Protesters accused Ivanishvili of state capture, backsliding on democracy, and collaboration with Russia, the country most Georgians regard as the top threat to their homeland. “We will not put up with one-man rule, oligarchy and shadow governance. Bidzina Ivanishvili bought and stole all the branches of government,” said Shota Dighmelashvili, one of the protest leaders, reading a new manifesto to the gathered crowd.
Politicians, cultural figures and youth activists took turns on a makeshift stage to air grievances against Ivanishvili. His latest major adversary, banker-turned-politician Mamuka Khazaradze, also appeared on stage and said that he is entering politics to oppose not just Ivanishvili but “the decayed Soviet mentality” that the tycoon and his system stand for.
Back in June, when the protests were aimed at forcing the dismissal of then Interior Minister Giorgi Gakharia, demonstrators showed Ivanishvili a yellow card, the first warning in soccer language. Both Ivanishvili and protesters have upped their game since.
In defiance of the calls to dismiss Gakharia, Ivanishvili instead installed him as the country’s new prime minister. The move put the billionaire in direct confrontation with the protesters, who hold the interior-turned-prime minister responsible for the heavy-handed response at an anti-Russia rally on June 20. That crackdown sparked several weeks of broader anti-government protests.
“Our voices need to remain strong to make the government hear that our demand was Gakharia’s dismissal, not his promotion,” said human rights lawyer Giorgi Mshvenieradze, speaking at the rally.
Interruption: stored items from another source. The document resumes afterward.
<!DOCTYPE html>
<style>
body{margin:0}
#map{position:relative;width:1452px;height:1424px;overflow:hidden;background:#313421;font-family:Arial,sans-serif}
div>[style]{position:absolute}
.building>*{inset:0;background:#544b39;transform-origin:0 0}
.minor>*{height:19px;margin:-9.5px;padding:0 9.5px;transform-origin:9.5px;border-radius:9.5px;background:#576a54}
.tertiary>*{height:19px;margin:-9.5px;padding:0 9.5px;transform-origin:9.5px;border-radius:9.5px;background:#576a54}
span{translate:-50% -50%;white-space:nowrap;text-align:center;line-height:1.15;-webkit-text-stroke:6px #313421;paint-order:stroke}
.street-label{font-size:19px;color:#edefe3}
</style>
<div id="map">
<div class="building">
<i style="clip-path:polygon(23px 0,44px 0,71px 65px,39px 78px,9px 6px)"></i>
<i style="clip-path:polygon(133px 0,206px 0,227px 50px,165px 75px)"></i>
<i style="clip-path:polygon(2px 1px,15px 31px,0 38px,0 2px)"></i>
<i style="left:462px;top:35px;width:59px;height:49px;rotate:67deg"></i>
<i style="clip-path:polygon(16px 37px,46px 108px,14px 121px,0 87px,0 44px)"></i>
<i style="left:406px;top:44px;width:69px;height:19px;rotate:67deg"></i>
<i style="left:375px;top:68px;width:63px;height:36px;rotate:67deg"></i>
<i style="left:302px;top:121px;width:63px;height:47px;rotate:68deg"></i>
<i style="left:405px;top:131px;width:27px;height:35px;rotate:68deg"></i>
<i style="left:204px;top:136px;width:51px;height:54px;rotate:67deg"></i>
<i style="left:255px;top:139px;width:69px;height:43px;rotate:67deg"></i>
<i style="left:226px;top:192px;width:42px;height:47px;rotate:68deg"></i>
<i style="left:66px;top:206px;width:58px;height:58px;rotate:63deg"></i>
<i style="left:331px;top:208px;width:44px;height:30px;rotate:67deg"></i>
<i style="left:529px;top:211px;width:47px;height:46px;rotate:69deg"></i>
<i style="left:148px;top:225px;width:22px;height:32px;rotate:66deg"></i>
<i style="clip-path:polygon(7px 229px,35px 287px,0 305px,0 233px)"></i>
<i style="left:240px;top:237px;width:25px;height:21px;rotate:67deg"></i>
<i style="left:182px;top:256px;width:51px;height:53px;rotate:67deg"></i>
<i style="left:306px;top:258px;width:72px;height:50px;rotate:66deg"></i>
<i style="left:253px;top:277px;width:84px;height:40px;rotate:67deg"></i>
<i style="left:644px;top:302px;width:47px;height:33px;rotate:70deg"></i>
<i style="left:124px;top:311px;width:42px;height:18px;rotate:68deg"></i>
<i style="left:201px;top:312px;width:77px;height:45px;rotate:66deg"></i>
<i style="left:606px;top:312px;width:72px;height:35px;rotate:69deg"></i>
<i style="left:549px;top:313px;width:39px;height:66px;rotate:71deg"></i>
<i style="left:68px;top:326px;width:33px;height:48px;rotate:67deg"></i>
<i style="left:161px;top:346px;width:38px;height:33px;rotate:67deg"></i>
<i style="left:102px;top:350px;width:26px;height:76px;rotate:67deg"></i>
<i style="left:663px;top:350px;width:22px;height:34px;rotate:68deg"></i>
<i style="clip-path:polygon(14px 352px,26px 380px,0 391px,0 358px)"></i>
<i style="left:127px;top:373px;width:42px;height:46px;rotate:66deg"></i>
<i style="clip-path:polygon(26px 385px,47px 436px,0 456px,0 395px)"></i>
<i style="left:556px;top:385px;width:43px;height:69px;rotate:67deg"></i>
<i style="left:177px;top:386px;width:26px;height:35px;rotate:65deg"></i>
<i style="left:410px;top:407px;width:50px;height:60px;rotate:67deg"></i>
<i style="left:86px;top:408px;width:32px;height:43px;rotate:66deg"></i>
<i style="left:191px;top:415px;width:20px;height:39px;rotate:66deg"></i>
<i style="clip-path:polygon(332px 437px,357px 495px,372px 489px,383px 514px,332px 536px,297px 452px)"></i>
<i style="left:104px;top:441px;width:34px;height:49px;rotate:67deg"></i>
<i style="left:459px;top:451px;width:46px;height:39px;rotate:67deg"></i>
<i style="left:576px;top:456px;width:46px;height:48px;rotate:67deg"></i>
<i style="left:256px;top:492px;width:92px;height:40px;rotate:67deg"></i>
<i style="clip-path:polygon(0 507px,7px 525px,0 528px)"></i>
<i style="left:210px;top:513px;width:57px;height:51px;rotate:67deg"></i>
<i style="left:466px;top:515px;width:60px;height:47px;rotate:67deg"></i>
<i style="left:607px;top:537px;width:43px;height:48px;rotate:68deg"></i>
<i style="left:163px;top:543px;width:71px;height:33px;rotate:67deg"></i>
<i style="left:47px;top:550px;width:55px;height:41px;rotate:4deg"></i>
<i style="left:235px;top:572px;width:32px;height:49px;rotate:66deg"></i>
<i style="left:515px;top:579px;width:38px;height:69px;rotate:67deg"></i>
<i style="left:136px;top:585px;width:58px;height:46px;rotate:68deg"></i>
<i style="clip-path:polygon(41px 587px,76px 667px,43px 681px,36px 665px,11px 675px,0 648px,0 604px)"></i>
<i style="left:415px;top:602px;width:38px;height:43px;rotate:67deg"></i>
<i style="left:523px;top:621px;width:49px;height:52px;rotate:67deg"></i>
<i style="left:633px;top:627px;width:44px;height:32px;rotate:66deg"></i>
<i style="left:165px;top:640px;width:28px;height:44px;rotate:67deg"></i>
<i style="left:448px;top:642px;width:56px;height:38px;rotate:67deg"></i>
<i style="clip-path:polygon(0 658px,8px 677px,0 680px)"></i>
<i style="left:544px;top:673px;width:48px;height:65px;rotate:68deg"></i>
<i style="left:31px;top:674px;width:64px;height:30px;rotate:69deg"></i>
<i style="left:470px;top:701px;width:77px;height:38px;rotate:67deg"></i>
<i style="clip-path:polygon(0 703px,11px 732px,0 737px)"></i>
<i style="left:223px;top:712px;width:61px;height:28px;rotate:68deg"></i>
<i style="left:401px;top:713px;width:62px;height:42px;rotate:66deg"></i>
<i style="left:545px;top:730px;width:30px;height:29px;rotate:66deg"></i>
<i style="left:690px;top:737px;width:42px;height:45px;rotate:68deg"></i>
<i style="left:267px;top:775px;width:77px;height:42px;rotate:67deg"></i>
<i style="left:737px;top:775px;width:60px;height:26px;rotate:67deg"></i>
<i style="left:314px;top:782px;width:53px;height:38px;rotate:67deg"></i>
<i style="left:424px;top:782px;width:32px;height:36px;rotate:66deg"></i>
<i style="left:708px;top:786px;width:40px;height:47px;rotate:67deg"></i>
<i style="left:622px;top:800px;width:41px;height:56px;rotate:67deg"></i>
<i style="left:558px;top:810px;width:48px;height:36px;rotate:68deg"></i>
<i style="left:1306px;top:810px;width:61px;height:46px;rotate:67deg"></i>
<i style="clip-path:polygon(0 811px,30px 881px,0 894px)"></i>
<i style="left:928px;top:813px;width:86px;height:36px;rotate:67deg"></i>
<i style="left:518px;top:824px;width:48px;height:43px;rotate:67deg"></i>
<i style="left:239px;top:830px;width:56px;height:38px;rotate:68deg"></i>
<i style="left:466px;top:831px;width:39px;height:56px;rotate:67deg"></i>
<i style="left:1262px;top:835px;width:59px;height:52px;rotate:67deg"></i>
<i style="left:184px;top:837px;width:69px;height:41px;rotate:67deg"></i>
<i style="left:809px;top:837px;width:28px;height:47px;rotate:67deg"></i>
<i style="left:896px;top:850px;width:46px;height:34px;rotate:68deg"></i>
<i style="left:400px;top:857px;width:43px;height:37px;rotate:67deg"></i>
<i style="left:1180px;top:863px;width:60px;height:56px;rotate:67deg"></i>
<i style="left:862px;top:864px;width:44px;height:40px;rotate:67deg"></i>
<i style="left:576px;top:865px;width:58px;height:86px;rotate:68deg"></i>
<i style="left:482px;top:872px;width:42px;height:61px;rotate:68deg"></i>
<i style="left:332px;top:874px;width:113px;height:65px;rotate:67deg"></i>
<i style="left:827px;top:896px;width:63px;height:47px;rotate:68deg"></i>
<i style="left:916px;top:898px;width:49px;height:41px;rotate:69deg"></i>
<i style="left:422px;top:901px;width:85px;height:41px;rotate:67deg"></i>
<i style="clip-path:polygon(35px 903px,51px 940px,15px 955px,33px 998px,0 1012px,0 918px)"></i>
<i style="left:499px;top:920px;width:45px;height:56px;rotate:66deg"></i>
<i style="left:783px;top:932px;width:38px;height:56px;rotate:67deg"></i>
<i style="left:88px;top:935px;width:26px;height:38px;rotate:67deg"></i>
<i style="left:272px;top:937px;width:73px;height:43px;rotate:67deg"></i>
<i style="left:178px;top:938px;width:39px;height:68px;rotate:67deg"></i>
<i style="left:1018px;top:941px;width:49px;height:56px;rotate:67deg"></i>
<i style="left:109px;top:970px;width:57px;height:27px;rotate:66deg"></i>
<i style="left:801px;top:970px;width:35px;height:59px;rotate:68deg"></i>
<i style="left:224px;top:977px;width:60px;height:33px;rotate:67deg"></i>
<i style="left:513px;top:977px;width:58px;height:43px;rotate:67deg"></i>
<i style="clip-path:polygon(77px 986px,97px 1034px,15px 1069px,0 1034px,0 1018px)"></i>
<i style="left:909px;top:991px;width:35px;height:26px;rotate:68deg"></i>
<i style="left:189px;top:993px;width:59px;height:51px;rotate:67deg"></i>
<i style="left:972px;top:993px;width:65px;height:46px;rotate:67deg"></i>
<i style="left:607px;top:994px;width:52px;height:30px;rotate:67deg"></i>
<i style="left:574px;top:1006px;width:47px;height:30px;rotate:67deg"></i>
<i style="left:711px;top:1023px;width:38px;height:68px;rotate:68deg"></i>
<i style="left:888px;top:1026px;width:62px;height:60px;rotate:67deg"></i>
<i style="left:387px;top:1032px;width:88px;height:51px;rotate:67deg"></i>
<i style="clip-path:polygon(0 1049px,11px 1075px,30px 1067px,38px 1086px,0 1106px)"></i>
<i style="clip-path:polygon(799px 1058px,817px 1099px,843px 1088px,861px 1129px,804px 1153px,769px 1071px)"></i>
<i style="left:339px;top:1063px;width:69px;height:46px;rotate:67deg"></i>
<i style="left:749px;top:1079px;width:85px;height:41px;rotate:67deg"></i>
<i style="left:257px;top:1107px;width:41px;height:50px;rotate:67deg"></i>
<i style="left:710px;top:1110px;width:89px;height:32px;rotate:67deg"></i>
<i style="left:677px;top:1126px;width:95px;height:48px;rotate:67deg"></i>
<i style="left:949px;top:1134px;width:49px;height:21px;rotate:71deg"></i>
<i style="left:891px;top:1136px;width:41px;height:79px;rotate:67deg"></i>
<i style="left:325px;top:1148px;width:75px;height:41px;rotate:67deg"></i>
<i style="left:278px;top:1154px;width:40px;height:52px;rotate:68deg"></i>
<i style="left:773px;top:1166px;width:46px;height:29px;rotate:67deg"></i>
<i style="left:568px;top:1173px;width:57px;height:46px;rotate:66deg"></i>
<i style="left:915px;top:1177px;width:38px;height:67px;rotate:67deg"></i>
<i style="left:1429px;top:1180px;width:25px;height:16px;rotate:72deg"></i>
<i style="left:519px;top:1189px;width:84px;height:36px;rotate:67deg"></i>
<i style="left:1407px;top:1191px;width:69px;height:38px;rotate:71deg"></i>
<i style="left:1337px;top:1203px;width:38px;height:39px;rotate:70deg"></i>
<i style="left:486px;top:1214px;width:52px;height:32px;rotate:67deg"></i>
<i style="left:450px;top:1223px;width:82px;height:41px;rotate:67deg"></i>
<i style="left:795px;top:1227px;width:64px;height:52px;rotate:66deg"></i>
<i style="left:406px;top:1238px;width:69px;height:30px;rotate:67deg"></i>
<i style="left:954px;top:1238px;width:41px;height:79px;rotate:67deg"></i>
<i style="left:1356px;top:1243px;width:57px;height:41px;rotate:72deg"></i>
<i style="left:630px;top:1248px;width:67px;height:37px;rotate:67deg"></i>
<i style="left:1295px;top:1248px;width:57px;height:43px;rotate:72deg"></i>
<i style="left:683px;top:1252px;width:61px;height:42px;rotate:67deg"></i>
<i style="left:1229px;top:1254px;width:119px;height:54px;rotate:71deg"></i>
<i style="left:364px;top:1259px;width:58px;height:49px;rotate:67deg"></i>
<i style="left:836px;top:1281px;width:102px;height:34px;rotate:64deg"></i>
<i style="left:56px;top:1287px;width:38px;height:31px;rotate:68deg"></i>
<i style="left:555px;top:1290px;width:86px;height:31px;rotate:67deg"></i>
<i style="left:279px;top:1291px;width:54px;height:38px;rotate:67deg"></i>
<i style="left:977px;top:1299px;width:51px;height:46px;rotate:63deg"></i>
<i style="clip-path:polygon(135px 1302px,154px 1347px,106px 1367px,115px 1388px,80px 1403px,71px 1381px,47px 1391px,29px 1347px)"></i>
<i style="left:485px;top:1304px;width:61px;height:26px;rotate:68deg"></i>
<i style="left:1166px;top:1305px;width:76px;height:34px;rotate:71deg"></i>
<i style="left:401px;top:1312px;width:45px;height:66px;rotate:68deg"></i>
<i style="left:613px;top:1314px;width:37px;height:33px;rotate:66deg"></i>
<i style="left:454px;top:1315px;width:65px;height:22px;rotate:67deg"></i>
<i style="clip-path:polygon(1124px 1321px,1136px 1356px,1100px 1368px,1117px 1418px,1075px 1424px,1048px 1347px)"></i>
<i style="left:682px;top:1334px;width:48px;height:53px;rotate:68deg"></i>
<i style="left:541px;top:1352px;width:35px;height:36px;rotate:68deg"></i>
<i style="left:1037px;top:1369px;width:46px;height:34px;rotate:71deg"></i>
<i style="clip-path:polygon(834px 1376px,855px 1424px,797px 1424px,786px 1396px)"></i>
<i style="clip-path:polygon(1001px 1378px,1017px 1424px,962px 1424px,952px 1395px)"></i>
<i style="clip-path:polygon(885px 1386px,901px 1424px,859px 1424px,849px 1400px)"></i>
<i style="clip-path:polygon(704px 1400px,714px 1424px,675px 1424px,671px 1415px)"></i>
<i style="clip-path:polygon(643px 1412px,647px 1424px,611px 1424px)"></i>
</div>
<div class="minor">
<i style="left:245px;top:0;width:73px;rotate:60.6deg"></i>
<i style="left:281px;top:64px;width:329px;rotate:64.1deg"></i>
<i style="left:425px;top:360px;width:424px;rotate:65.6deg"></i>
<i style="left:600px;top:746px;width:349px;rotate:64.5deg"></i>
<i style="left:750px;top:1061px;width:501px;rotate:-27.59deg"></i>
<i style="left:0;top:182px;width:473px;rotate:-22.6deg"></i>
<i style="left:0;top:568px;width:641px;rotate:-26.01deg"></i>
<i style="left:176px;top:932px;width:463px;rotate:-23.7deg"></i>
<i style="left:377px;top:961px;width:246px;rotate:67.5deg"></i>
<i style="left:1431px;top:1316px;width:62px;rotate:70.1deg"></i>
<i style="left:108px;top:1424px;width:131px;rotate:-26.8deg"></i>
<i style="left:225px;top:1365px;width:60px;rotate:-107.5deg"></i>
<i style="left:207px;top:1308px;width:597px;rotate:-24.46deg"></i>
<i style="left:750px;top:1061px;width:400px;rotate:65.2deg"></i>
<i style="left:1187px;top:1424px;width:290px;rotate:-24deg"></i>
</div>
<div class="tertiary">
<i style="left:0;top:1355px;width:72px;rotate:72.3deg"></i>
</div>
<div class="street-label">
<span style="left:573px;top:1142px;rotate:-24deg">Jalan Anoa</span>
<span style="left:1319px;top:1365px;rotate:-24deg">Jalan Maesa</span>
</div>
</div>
Many of the protesters argue Gakharia’s promotion demonstrates that Ivanishvili is pursuing a policy of appeasement, if not outright collaboration, with the Kremlin. Moscow maintains large military presences in the breakaway territories of Abkhazia and South Ossetia, and has for years gradually been building a massive fence to forcibly separate them from Georgia proper.
It was against this backdrop that Georgian Dream invited Russian lawmakers to participate in a June 20 discussion in the Georgian Parliament as part of a parliamentary exchange of Orthodox Christian countries. One of the Russians, Sergey Gavrilov, took the parliamentary speaker’s seat, an act that was televised and which sparked an outburst of public anger. Protesters quickly gathered and then riot police from the Interior Ministry, helmed by Gakharia, unleashed rubber bullets and tear gas against them.
Hundreds were arrested, many injured and at least one teen was maimed for life – she lost an eye – in what became known as the “Night of Gavrilov.”
Some policemen ended up charged with using excessive force and the parliamentary speaker resigned, but protesters demanded that Gakharia be held responsible for the police abuses. Gakharia’s appointment to the top executive government office, rubber-stamped by Georgian Dream, was welcomed by Russian politicians – including Gavrilov himself – rubbing salt in the wound. “We have a collaborationist government,” Nino Danelia, a press freedom activist, said at the September 20 demonstration.
The increasingly concerted pressure appears to be endangering Ivanishvili’s political standing: According to a recent opinion poll, support for Georgian Dream has hit an all-time low of 21 percent, with disapproval of the government’s performance hitting 60 percent. While that approval rating remains higher than any individual opposition force, it suggests a vulnerability to a potential unified opposition and undecided voters.
Giorgi Lomsadze is a journalist based in Tbilisi, and author of Tamada Tales.